The Tommy Cash way of being, for what it’s worth, is a bit like a box of chocolates—you never know what you’re gonna get. He’s just as likely to make his next appearance at a khrushchyovka (a grim Soviet apartment block) as he is at a couture show. Earlier this month, Cash turned up sporting a paparazzi-style camera at Balenciaga’s spring-summer 2023 Paris Fashion Week presentation, which saw his Western nickname-sake walk down a mud-covered runway designed by artist Santiago Sierra.
Sipping water a few hours before he was to take the stage at Sónar, Cash relayed to me the trajectory of his life and career, and how growing up in the slums of Estonia with a “mash up of Estonian, Russian, and Ukrainian ancestry” has shaped his identity. Most of all, he feels that when it comes to making art for a wide audience, it’s important to stay true to your roots—and he seems hell-bent on blinging up the hoods of Eastern Europe and beyond.
The hip-hop star has much in common with his Western counterpart: “When I grew up, I dropped out of school because everyone was lame as fuck,” he said. “I realized pretty early that society’s expectations were nowhere near my own.

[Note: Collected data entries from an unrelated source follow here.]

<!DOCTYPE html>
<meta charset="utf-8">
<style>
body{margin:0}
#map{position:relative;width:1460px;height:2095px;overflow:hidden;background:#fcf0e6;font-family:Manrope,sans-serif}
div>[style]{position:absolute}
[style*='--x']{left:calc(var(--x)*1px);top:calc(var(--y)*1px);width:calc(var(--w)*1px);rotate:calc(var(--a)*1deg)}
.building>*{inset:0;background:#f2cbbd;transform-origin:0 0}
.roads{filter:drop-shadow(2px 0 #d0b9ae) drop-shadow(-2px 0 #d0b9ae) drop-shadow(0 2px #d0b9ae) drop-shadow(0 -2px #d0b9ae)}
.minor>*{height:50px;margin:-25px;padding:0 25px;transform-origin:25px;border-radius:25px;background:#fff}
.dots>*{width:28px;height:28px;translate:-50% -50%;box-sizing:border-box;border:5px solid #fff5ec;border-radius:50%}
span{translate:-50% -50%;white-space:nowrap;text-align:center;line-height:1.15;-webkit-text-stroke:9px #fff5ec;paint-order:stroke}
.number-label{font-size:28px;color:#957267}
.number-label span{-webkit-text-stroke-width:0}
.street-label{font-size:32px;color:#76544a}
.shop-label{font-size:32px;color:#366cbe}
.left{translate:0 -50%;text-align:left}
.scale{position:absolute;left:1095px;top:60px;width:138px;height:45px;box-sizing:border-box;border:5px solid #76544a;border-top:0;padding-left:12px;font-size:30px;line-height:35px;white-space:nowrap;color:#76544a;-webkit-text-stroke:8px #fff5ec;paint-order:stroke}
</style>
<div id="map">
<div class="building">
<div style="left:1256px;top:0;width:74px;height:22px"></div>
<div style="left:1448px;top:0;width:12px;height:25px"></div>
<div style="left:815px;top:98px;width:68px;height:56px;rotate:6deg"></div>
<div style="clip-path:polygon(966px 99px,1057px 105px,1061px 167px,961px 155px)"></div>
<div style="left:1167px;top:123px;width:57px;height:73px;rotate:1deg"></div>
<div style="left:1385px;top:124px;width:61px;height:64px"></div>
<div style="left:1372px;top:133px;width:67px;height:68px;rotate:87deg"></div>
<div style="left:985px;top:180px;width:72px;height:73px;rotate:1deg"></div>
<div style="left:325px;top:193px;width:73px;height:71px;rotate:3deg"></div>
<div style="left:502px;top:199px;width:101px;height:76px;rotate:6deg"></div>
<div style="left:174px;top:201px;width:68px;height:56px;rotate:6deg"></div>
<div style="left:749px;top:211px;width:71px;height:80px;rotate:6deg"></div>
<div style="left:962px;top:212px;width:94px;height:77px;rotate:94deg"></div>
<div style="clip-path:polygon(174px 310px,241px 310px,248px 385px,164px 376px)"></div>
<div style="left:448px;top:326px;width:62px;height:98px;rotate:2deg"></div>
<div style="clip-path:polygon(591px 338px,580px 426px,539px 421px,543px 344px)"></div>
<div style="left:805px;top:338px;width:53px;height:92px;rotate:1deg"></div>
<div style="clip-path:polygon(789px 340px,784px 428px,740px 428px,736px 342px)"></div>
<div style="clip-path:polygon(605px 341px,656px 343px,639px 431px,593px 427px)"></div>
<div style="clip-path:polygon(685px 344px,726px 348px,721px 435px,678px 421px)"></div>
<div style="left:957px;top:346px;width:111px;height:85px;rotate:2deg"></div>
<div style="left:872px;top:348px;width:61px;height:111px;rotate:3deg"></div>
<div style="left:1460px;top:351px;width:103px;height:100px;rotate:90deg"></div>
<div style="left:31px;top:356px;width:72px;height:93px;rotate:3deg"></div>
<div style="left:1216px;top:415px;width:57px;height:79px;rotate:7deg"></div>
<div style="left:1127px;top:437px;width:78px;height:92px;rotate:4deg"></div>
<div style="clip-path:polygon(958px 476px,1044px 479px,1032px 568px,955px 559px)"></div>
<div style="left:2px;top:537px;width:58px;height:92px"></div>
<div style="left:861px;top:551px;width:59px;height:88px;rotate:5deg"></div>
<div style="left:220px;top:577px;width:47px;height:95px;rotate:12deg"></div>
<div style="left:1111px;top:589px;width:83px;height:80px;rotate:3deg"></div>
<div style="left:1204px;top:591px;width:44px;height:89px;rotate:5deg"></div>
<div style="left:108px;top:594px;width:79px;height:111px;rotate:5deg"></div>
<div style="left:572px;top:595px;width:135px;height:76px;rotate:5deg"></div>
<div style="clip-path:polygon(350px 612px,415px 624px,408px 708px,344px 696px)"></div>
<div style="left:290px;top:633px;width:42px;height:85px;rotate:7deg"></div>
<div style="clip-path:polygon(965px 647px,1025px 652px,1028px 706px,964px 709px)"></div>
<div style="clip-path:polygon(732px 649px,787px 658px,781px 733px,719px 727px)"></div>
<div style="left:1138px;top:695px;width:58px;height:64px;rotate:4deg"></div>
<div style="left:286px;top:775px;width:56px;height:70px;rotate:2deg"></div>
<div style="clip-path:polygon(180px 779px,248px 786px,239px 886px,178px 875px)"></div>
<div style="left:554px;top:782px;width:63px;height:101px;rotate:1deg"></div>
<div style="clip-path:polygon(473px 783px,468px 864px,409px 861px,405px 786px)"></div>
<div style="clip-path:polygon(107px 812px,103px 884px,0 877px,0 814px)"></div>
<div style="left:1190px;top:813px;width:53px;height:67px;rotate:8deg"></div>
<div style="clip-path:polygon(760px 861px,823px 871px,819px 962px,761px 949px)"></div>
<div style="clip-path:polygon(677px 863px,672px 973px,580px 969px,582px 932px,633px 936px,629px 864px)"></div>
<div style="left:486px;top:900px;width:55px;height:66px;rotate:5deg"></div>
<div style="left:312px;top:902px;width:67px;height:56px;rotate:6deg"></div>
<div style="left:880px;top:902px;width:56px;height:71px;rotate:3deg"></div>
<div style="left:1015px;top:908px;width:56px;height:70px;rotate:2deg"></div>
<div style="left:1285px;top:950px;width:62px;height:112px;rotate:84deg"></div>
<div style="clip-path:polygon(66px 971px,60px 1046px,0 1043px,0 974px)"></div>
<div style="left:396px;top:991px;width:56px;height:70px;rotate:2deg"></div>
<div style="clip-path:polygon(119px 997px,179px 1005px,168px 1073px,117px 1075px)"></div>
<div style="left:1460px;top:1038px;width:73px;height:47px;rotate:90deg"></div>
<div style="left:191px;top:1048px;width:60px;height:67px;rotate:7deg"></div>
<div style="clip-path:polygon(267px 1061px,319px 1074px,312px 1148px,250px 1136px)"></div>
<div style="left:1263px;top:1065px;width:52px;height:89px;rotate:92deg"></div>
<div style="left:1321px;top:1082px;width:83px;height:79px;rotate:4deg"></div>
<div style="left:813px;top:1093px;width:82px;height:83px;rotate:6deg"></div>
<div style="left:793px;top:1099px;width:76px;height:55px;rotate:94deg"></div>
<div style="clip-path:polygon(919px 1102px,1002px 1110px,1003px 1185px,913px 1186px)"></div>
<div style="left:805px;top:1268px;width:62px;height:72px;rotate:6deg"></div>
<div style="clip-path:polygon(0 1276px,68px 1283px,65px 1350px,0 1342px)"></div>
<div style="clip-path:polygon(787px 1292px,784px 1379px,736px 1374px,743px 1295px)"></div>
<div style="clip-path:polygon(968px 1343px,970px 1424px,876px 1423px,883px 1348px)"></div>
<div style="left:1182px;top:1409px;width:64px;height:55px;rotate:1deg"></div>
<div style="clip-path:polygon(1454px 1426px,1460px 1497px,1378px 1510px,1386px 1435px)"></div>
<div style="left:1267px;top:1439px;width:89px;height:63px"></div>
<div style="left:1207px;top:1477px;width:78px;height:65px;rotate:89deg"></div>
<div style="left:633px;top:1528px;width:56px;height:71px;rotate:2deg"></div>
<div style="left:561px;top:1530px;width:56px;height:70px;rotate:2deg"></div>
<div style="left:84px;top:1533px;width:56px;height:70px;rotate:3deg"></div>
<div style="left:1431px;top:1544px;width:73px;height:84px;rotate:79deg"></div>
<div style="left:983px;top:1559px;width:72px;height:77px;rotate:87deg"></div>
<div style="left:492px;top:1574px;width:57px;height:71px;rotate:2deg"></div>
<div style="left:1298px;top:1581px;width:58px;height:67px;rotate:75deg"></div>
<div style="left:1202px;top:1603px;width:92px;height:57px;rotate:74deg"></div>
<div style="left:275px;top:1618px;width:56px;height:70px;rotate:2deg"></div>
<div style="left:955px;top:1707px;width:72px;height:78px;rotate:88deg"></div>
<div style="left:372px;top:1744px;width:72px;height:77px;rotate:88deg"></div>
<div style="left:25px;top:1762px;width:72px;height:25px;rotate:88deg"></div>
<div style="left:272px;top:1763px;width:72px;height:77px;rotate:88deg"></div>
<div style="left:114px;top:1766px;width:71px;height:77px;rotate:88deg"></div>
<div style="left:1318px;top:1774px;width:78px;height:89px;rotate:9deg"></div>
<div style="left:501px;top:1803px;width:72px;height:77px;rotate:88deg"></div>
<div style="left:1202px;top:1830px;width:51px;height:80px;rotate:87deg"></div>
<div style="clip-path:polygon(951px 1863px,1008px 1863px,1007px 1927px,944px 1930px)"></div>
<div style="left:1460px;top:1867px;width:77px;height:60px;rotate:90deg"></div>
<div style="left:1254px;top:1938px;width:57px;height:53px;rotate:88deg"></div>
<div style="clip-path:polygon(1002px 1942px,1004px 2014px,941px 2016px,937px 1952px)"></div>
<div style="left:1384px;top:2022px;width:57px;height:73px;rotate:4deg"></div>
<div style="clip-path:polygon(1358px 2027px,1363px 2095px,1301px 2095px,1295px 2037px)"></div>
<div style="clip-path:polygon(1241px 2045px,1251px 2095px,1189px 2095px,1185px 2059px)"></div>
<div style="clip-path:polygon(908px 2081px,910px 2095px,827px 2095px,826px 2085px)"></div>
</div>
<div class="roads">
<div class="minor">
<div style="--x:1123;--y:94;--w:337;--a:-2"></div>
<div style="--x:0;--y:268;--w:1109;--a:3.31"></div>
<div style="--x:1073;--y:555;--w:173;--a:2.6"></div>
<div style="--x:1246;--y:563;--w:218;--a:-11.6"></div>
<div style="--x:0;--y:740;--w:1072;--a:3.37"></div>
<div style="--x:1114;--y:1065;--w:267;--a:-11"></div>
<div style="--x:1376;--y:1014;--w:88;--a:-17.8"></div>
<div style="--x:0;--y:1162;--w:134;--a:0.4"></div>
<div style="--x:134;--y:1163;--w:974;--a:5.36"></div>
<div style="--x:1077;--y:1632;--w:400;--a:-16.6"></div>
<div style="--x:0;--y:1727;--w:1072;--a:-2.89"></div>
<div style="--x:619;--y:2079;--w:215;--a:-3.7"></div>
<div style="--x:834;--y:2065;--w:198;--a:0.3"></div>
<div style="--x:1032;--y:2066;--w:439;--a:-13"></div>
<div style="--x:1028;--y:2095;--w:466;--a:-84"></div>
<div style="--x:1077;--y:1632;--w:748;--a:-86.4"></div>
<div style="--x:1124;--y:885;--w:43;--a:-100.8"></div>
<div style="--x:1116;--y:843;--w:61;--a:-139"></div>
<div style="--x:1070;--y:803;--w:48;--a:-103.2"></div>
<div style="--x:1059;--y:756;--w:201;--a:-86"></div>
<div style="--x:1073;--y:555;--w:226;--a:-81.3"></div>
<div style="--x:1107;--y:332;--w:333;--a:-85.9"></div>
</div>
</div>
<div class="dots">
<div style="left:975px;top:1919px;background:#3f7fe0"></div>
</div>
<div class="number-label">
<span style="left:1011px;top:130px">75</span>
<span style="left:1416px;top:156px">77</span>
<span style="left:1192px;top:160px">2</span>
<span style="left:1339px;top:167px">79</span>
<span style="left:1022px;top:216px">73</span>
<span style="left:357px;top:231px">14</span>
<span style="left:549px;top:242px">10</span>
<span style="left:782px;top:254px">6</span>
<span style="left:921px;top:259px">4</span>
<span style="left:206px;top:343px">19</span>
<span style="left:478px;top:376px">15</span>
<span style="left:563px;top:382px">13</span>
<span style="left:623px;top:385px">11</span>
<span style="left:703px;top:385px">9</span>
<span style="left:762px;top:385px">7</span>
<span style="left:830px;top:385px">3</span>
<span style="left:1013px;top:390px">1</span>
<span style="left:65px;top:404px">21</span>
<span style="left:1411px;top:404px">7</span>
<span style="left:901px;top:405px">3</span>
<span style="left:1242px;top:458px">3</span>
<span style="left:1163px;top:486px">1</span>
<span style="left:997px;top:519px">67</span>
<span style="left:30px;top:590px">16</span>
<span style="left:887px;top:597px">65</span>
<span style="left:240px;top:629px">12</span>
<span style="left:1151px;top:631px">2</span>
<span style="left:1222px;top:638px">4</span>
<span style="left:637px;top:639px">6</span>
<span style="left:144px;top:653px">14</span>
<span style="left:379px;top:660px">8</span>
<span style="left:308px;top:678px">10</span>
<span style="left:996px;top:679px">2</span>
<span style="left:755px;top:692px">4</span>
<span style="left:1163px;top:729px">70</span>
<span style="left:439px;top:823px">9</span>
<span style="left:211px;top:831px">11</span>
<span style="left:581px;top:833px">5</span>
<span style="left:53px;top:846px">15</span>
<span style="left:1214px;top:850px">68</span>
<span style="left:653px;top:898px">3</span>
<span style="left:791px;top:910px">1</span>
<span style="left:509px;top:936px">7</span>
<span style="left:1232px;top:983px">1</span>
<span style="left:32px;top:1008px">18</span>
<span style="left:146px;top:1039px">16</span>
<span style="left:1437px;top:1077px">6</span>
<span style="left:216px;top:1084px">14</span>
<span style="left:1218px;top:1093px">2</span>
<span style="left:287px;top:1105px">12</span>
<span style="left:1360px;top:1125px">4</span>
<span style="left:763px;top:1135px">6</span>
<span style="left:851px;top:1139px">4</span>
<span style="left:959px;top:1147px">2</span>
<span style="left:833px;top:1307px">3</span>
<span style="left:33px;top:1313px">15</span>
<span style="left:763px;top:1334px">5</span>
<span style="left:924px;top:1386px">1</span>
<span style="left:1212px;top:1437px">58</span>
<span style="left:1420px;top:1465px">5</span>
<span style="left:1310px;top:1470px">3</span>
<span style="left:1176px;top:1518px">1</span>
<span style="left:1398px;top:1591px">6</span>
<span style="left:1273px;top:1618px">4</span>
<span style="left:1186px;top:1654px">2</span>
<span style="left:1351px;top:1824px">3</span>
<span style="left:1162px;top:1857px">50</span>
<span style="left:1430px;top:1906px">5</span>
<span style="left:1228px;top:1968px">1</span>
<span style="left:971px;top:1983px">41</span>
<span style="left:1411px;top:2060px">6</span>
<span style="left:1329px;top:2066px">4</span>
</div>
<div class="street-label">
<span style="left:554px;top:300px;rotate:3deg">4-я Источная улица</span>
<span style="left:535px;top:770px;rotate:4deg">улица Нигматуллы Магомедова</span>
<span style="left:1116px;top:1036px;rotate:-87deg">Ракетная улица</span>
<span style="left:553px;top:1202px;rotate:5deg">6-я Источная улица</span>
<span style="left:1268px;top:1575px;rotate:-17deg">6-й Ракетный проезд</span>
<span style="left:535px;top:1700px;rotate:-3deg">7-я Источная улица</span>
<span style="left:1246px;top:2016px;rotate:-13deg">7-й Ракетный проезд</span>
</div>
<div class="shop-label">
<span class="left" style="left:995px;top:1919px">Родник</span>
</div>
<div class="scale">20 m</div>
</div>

“I never cared what anyone thought about me, whether it was how I looked or performed,” he continued. “So I just took that vibe and ran.”
Indeed: In June, he showed up for the Rick Owens spring-summer 2023 Men’s Paris Fashion Week show completely naked, save for the thigh-length hair covering his genitals. Previously, Cash and Owens collaborated on a series of projects, from the 2018 track MONA LISA to the 2019 exhibition “The Pure and The Damned” at Kumu Art Museum in Estonia, where Cash exhibited, among other things, his own sperm.
Now, he is presenting a solo show at Paris Internationale with Temnikova & Kasela (until October 23), a gallery from Tallinn that also represents artists like Katja Novitskova, Kaarel Kurismaa, Nik Kosmas, and Kris Lemsalu.
“Tommy’s work contributes to one of the most valuable cultural discourses of our time,” his gallerist, Olga Temnikova, told Artnet News. “If you look at the situation in Ukraine today, the breakdown of communication, the linguistic and ethnic lines dividing the conflict, he transcends these worlds in a way that feels fresh and poignant.”
The booth is set up as a dark and strange tribute to a popular Russian cartoon, Cheburashka—a cute furry animal popular in many post-Soviet countries. On display are large and small versions of Cash’s “Nukerashka” sculpture (retailing from €2,500, or $2,440, to €45,000, or $43,980), featuring a smiling, totem-like Cheburashka that has nuclear clouds billowing out from its ears. With Europe on the brink of nuclear war, the sculpture, set against a map of the world, feels potently ominous.
“Nukerashka” hoodies are also on offer for €200 each, with twenty five percent of the proceeds going to the the Ukrainian Cultural Center, an NGO that supports people who have been displaced and who are close to the frontline in Ukraine.
“Tommy has reached hundreds of millions of people worldwide with his distinctive visual style, absurdist imagery, and depraved sense of humor,” Temnikova said. “He speaks the language of a pan-Slavic hip-hop folk hero.”
Is it art? Who cares. It’s Cash’s world, we’re all just living in it.
Tommy Cash is showing a new body of artworks in the booth of Temnikova & Kasela Gallery at Paris Internationale until October 23, 2022.